Peki bunu getiriyorsunuz, başarılı da oluyor. Sonra Yusuf Namoğlu'nu karşınıza alıyorsunuz, diyorsunuz ki, 'Seni MHK başkanı yapıyoruz' yani sen bizim yeni seçilen Federasyon'da görevine devam edeceksin. Ama Yusuf'a şunları söylüyorsun; "Şunları şunları alacaksın, şunları şunları almayacaksın, şunları şunları birinci kategoriye hakem yapacaksın, şunları şunları da küme düşüreceksin."

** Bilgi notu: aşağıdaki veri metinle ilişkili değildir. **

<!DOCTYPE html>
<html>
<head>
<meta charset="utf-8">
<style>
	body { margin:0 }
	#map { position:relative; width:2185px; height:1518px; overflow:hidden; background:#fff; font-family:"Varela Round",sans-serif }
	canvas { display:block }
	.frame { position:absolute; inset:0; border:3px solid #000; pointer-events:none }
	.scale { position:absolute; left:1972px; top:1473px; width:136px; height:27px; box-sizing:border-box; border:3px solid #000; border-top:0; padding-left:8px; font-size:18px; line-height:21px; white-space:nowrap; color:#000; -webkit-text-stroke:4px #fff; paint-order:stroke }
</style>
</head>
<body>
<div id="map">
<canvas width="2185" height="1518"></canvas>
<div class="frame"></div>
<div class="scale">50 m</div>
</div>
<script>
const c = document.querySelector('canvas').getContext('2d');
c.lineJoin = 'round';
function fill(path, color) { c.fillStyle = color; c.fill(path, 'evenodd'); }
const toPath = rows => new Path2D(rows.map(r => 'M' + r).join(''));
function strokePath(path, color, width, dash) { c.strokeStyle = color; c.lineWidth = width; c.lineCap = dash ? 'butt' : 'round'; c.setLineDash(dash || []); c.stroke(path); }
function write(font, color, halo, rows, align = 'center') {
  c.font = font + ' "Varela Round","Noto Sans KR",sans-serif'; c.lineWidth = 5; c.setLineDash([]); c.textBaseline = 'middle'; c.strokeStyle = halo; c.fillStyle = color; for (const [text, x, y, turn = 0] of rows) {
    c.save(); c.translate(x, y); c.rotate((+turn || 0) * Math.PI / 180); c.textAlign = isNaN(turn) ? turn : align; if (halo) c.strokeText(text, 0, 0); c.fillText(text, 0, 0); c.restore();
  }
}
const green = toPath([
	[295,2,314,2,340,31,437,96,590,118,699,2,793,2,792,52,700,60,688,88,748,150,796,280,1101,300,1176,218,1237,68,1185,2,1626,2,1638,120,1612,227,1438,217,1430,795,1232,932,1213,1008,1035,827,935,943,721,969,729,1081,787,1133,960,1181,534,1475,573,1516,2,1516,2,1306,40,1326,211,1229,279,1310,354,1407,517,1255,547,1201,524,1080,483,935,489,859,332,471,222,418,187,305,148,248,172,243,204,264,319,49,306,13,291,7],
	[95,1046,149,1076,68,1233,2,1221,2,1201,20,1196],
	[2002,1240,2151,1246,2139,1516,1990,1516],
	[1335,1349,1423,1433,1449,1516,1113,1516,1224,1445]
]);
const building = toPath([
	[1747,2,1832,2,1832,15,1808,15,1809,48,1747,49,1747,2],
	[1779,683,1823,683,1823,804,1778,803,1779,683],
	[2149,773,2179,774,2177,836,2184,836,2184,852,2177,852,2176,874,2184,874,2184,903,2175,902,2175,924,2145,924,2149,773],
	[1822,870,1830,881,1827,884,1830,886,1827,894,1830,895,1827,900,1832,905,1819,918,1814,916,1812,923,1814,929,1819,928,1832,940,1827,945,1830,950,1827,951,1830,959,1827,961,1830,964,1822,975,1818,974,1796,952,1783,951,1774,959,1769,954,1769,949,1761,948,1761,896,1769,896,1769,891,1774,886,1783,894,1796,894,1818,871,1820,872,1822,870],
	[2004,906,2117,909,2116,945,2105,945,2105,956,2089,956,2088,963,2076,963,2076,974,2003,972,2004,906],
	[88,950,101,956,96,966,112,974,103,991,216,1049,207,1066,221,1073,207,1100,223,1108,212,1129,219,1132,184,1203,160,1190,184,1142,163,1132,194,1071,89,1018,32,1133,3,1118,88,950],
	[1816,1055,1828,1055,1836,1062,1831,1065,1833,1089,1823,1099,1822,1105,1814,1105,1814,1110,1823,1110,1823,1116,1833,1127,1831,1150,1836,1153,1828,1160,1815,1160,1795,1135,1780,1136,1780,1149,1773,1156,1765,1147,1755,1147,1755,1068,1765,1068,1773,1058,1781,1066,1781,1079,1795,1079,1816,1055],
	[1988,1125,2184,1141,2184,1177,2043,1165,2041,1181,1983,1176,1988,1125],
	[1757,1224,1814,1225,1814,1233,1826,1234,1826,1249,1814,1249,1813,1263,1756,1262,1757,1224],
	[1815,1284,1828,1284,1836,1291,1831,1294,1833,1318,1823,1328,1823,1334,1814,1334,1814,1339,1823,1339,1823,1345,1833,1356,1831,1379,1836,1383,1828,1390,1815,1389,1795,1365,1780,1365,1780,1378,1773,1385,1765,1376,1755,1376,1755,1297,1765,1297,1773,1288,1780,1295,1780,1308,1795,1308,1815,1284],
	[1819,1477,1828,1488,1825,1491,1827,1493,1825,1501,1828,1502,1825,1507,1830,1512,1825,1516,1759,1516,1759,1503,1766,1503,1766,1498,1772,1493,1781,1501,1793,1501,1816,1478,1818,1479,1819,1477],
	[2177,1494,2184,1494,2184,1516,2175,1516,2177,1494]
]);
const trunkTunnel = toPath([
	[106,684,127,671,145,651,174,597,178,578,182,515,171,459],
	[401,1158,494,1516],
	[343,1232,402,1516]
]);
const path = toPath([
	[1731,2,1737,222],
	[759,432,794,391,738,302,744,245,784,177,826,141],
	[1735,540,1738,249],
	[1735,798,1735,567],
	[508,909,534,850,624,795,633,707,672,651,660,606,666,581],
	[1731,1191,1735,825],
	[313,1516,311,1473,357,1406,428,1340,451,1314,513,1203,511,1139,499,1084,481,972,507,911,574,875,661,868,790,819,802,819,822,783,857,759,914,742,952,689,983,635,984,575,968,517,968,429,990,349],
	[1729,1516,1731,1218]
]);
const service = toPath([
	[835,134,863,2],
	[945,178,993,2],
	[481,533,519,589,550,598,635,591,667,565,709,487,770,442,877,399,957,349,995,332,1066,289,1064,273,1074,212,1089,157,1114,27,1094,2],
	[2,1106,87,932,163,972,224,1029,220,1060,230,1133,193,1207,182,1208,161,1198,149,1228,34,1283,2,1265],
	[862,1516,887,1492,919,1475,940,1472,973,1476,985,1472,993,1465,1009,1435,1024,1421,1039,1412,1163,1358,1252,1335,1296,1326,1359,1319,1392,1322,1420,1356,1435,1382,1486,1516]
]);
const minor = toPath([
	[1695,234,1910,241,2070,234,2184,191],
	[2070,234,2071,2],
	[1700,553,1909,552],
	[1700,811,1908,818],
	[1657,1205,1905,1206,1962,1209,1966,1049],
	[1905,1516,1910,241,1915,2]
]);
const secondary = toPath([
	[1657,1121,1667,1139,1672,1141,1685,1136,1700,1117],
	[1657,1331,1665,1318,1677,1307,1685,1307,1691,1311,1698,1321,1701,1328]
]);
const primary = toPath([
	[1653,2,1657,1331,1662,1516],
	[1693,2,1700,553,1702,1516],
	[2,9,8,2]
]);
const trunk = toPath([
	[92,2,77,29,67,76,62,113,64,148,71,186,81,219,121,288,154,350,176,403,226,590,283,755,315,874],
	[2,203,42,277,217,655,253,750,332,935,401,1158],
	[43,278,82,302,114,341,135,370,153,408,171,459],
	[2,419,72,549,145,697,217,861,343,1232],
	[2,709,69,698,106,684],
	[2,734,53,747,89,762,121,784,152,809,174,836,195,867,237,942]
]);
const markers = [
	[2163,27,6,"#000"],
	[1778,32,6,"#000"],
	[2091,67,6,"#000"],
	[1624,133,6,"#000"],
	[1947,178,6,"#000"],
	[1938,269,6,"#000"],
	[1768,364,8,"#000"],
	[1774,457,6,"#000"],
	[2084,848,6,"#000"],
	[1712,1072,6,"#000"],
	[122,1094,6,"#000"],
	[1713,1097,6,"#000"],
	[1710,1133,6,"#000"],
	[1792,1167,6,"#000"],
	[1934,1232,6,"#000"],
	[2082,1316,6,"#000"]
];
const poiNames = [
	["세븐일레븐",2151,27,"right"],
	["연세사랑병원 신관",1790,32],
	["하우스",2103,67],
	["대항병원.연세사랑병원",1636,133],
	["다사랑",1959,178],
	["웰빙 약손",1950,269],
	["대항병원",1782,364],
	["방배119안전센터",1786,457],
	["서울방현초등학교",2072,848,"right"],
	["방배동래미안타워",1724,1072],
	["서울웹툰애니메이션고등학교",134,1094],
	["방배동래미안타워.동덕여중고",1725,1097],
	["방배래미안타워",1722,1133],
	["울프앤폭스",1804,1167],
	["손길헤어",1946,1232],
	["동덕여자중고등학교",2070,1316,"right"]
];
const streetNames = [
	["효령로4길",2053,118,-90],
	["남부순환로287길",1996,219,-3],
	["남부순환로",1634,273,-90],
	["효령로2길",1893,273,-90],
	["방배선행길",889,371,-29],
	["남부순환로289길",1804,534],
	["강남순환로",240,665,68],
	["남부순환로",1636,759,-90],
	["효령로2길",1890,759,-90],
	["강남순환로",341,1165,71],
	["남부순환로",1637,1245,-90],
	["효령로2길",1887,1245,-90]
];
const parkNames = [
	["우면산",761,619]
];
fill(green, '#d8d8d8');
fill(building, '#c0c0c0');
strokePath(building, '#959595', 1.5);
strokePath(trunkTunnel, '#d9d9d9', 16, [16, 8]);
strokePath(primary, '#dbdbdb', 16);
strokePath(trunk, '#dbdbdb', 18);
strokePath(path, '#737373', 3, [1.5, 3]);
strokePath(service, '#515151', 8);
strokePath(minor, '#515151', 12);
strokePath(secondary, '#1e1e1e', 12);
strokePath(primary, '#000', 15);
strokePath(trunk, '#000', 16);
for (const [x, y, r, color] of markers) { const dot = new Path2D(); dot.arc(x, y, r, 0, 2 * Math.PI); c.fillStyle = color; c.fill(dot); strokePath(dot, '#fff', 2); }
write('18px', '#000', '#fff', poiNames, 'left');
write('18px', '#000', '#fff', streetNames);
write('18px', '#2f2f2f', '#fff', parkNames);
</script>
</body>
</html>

Yusuf'un verdiği cevap net: "Siz bana bu görevi veriyorsanız ben organize edeyim. Yine de sizinle tartışalım ama dikte ediyorsanız ben bu işi yapmıyorum." Tam burada çok enteresan şeyler oluyor. Yusuf'a önerilen isimlerin bir kısmı Kuddusi Müftüoğlu yönetiminde yapılıyor, bir kısmı yapılmıyor. Bu şu demektir, önce Yusuf, MHK'den gitsin sonrasını biz hallederiz. Peki, bunu Federasyon'da yapan kim? Ben biliyorum… Burada yazmıyorum. Belki kendisi konuşabilir.

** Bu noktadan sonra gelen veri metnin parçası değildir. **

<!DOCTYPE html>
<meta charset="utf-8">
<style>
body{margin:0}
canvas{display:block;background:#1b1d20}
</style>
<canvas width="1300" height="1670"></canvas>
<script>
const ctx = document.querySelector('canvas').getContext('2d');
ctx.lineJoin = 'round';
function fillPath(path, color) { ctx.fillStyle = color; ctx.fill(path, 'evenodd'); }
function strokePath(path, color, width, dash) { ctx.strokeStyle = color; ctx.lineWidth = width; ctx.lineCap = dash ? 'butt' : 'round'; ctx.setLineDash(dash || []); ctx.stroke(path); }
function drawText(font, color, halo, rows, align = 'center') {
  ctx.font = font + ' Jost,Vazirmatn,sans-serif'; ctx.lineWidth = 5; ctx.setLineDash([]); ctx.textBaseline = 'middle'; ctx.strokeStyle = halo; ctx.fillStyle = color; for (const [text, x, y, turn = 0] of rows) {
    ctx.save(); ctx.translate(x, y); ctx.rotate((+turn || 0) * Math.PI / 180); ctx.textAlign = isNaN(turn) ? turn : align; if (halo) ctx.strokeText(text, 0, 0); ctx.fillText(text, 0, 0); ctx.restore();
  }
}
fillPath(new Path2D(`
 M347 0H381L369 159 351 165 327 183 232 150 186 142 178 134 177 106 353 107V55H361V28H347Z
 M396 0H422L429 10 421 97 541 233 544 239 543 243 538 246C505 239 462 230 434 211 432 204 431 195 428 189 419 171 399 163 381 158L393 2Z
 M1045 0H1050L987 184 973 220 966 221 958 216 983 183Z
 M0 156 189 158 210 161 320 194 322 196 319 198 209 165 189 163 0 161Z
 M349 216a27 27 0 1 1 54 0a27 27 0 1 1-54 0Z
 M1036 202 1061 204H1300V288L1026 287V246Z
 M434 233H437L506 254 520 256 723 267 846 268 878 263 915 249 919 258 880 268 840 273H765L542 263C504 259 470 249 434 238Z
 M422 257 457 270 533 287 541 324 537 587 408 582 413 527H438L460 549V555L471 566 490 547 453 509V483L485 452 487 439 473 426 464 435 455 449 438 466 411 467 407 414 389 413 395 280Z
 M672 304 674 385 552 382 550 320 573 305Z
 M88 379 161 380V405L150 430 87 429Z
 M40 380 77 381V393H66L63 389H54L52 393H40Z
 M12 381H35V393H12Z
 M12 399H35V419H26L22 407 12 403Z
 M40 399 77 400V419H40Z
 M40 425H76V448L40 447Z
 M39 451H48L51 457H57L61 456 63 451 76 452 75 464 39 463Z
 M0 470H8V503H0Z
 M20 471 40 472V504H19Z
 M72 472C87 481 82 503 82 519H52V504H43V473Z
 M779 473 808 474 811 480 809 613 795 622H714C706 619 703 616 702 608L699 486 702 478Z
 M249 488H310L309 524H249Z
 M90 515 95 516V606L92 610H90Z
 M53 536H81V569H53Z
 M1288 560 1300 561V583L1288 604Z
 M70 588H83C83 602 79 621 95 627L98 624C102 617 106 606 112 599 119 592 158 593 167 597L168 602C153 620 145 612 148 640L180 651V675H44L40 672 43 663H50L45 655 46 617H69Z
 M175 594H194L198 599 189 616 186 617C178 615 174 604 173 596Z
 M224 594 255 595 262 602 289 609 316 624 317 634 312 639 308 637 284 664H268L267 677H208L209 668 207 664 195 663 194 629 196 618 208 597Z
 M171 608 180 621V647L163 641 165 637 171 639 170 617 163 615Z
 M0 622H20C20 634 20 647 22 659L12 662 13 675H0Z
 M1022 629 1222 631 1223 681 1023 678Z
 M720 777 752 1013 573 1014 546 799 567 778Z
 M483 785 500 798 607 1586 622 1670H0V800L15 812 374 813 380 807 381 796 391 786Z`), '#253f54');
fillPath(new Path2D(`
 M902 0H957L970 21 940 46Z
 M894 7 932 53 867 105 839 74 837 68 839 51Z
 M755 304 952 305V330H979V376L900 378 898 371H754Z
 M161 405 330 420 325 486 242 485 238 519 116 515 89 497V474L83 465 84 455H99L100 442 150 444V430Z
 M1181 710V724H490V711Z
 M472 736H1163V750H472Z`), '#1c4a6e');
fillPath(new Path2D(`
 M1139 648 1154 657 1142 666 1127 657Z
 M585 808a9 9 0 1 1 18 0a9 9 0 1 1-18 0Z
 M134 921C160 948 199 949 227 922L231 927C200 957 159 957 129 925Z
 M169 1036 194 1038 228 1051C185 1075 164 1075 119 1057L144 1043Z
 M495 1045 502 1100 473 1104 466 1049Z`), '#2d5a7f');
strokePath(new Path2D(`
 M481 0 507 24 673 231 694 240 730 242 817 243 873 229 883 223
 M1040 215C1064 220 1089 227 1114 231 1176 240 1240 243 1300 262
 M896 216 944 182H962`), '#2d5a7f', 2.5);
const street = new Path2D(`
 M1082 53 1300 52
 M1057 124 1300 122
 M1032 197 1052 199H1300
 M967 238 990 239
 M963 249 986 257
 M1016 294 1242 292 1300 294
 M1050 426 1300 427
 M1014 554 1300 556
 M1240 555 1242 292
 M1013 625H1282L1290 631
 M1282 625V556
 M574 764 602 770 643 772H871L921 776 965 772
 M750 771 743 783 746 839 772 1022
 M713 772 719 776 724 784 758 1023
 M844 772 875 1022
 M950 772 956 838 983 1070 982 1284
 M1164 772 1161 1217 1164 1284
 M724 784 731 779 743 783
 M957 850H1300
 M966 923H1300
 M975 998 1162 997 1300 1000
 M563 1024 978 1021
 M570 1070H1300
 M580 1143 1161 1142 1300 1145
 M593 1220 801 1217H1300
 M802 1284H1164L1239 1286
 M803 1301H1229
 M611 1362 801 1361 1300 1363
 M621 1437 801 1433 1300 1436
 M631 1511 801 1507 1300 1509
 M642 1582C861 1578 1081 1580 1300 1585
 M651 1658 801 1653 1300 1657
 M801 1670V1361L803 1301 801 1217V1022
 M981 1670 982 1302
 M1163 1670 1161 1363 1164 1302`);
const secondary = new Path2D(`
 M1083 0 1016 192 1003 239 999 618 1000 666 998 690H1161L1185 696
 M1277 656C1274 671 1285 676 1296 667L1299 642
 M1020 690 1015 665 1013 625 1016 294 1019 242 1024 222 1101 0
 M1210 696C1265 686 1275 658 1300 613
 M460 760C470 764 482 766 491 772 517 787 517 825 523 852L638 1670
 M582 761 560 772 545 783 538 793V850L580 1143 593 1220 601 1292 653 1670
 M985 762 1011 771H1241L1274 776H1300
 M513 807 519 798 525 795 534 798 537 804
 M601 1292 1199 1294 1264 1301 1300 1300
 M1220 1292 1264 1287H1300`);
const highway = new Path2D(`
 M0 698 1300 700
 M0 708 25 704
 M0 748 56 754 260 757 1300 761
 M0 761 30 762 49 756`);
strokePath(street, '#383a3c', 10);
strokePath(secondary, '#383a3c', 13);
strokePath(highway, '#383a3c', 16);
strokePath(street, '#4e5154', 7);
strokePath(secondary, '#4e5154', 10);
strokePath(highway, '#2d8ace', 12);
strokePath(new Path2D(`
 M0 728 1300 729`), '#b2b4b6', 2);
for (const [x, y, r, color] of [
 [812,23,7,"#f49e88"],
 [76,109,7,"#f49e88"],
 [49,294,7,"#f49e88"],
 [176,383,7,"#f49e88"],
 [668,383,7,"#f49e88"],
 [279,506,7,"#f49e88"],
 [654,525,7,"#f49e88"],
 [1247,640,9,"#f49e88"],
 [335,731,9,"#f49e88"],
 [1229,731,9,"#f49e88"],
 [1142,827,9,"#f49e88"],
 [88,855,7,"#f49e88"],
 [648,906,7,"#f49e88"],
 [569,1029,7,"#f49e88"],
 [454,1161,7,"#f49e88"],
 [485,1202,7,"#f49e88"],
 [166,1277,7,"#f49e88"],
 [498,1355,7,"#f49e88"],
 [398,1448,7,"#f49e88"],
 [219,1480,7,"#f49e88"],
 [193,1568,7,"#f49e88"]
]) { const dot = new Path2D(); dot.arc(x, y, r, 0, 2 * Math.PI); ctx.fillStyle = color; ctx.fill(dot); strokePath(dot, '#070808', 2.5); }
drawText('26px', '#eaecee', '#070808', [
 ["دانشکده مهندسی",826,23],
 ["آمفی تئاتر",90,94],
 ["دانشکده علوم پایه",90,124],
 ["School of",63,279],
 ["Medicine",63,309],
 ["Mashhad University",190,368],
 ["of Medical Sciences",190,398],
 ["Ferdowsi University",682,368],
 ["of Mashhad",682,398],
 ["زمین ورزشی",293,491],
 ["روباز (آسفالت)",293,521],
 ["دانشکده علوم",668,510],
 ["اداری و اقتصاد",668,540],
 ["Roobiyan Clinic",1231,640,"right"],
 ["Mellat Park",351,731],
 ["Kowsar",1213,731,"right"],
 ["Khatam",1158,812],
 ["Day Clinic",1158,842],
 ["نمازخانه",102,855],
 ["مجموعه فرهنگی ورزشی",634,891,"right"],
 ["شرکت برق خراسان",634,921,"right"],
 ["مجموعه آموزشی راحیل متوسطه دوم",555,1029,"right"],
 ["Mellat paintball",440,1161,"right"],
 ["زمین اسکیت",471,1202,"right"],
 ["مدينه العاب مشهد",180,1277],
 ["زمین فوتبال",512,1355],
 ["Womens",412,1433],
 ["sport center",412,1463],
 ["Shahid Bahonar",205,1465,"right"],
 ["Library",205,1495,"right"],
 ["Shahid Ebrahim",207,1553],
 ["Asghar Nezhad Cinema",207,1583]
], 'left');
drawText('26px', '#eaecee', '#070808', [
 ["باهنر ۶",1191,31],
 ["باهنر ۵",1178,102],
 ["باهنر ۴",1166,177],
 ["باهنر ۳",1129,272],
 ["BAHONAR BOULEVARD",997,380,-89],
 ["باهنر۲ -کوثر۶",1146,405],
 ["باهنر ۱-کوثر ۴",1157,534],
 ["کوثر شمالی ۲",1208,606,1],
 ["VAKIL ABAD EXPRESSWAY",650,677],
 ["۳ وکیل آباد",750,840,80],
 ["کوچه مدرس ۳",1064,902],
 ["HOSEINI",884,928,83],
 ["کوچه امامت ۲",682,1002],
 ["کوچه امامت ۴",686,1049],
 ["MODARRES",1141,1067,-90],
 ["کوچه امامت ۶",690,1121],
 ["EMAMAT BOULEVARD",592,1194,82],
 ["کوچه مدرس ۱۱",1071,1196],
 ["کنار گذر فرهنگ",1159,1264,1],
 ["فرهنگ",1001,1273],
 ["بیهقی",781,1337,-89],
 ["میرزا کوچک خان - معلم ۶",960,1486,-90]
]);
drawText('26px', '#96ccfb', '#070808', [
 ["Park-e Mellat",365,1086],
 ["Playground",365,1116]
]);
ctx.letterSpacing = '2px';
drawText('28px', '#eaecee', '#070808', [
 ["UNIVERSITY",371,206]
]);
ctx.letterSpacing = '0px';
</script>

Peki şimdi size bir başka soru yöneltiyorum. Federasyon kurullarının bağırsaklarını temizliyor, peki Federasyon Yönetim Kurulu'nda temizlenecek bağırsaklar var mı yok mu? Onu merak ediyorum… O kadar net! (Bakınız; hakemliğe soyundum, her çıktığım maç benim son maçım olabilirdi. Gazeteciliğe soyundum her yazdığım yazı son yazım olabilir. Televizyonculuğa soyundum her programım son program olabilir. Ey! kamuoyu bilmiyorum anlatabiliyor muyum. Bu iş bu kadar basit. Bir laf vardır meşhur, yersen… Yemezsen onu bilemem.